** Dataset items **
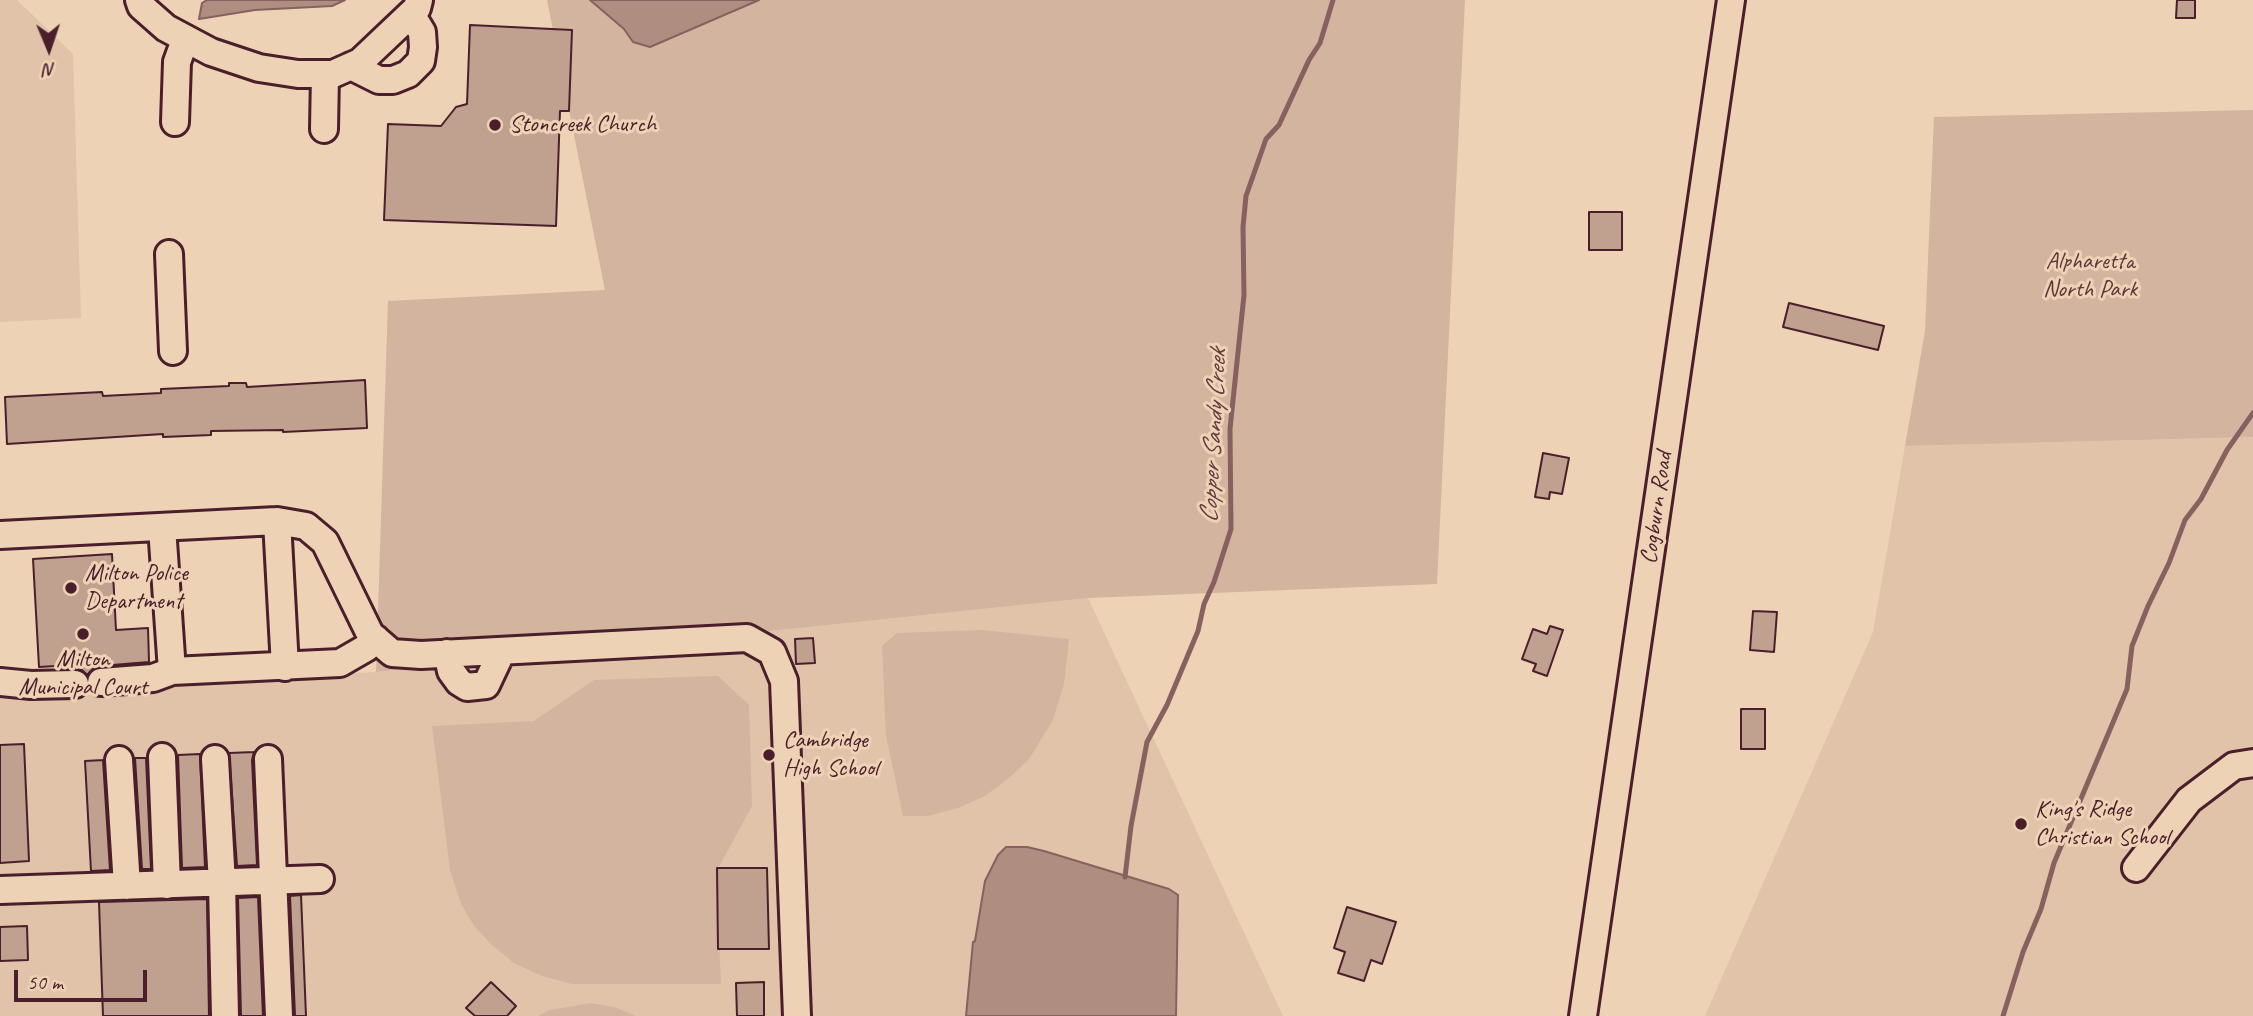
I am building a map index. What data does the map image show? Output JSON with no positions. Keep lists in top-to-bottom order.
{
  "streets": {
    "street": ["Cogburn Road"]
  },
  "water": ["Copper Sandy Creek"],
  "parks": ["Alpharetta North Park"],
  "places": [
    "Stoncreek Church",
    "Milton Police Department",
    "Milton Municipal Court",
    "Cambridge High School",
    "King's Ridge Christian School"
  ],
  "scale_bar": "50 m",
  "north": "bottom"
}
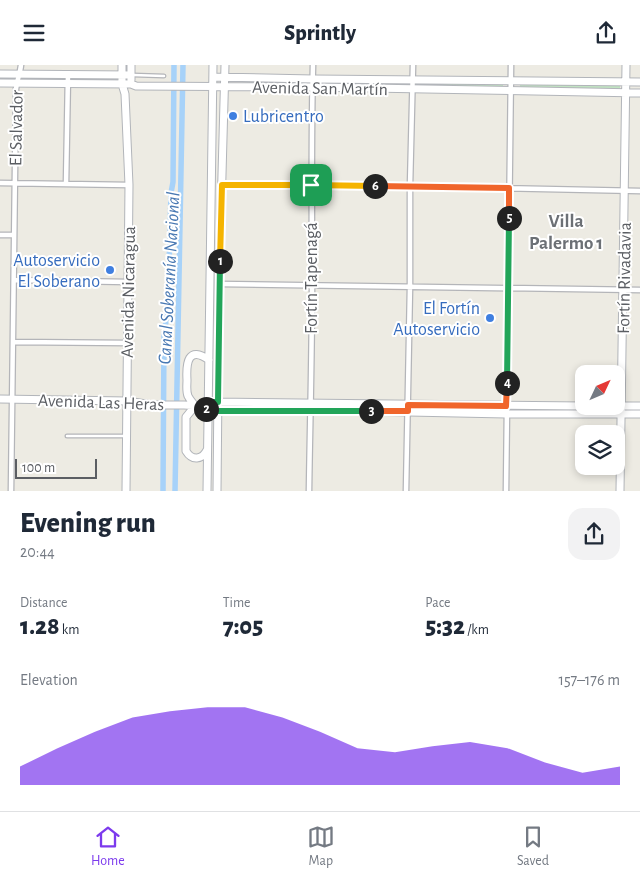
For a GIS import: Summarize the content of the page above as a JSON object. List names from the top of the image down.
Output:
{
  "streets": {
    "main road": [
      "Avenida San Martín",
      "Fortín Rivadavia",
      "Avenida Nicaragua",
      "Avenida Las Heras"
    ],
    "street": ["El Salvador", "Fortín Tapenagá"]
  },
  "crossings": [
    ["Avenida San Martín", "El Salvador"],
    ["Avenida San Martín", "Fortín Tapenagá"],
    ["Avenida San Martín", "Fortín Rivadavia"],
    ["Avenida San Martín", "Avenida Nicaragua"],
    ["El Salvador", "Avenida Las Heras"],
    ["Fortín Tapenagá", "Avenida Las Heras"],
    ["Avenida Nicaragua", "Avenida Las Heras"]
  ],
  "districts": ["Villa Palermo 1"],
  "water": ["Canal Soberanía Nacional"],
  "places": ["Lubricentro", "Autoservicio El Soberano", "El Fortín Autoservicio"],
  "scale_bar": "100 m",
  "north": "top right",
  "page": {
    "header": "Sprintly",
    "pins": [
      "6",
      "5",
      "1",
      "4",
      "2",
      "3"
    ],
    "scale": "100 m",
    "heading": ["Evening run", "20:44"],
    "stats": [
      ["Distance", "1.28 km"],
      ["Time", "7:05"],
      ["Pace", "5:32 /km"]
    ],
    "chart": ["Elevation", "157–176 m"],
    "tabs": ["Home", "Map", "Saved"]
  }
}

** What you should do **
The copy should match each line above exactly and contain no images.

** Finished exercise **
I am building a map index. What data does the map image show? Output JSON with no positions. Keep lists in top-to-bottom order.
{
  "streets": {
    "street": ["Cogburn Road"]
  },
  "water": ["Copper Sandy Creek"],
  "parks": ["Alpharetta North Park"],
  "places": [
    "Stoncreek Church",
    "Milton Police Department",
    "Milton Municipal Court",
    "Cambridge High School",
    "King's Ridge Christian School"
  ],
  "scale_bar": "50 m",
  "north": "bottom"
}
For a GIS import: Summarize the content of the page above as a JSON object. List names from the top of the image down.
Output:
{
  "streets": {
    "main road": [
      "Avenida San Martín",
      "Fortín Rivadavia",
      "Avenida Nicaragua",
      "Avenida Las Heras"
    ],
    "street": ["El Salvador", "Fortín Tapenagá"]
  },
  "crossings": [
    ["Avenida San Martín", "El Salvador"],
    ["Avenida San Martín", "Fortín Tapenagá"],
    ["Avenida San Martín", "Fortín Rivadavia"],
    ["Avenida San Martín", "Avenida Nicaragua"],
    ["El Salvador", "Avenida Las Heras"],
    ["Fortín Tapenagá", "Avenida Las Heras"],
    ["Avenida Nicaragua", "Avenida Las Heras"]
  ],
  "districts": ["Villa Palermo 1"],
  "water": ["Canal Soberanía Nacional"],
  "places": ["Lubricentro", "Autoservicio El Soberano", "El Fortín Autoservicio"],
  "scale_bar": "100 m",
  "north": "top right",
  "page": {
    "header": "Sprintly",
    "pins": [
      "6",
      "5",
      "1",
      "4",
      "2",
      "3"
    ],
    "scale": "100 m",
    "heading": ["Evening run", "20:44"],
    "stats": [
      ["Distance", "1.28 km"],
      ["Time", "7:05"],
      ["Pace", "5:32 /km"]
    ],
    "chart": ["Elevation", "157–176 m"],
    "tabs": ["Home", "Map", "Saved"]
  }
}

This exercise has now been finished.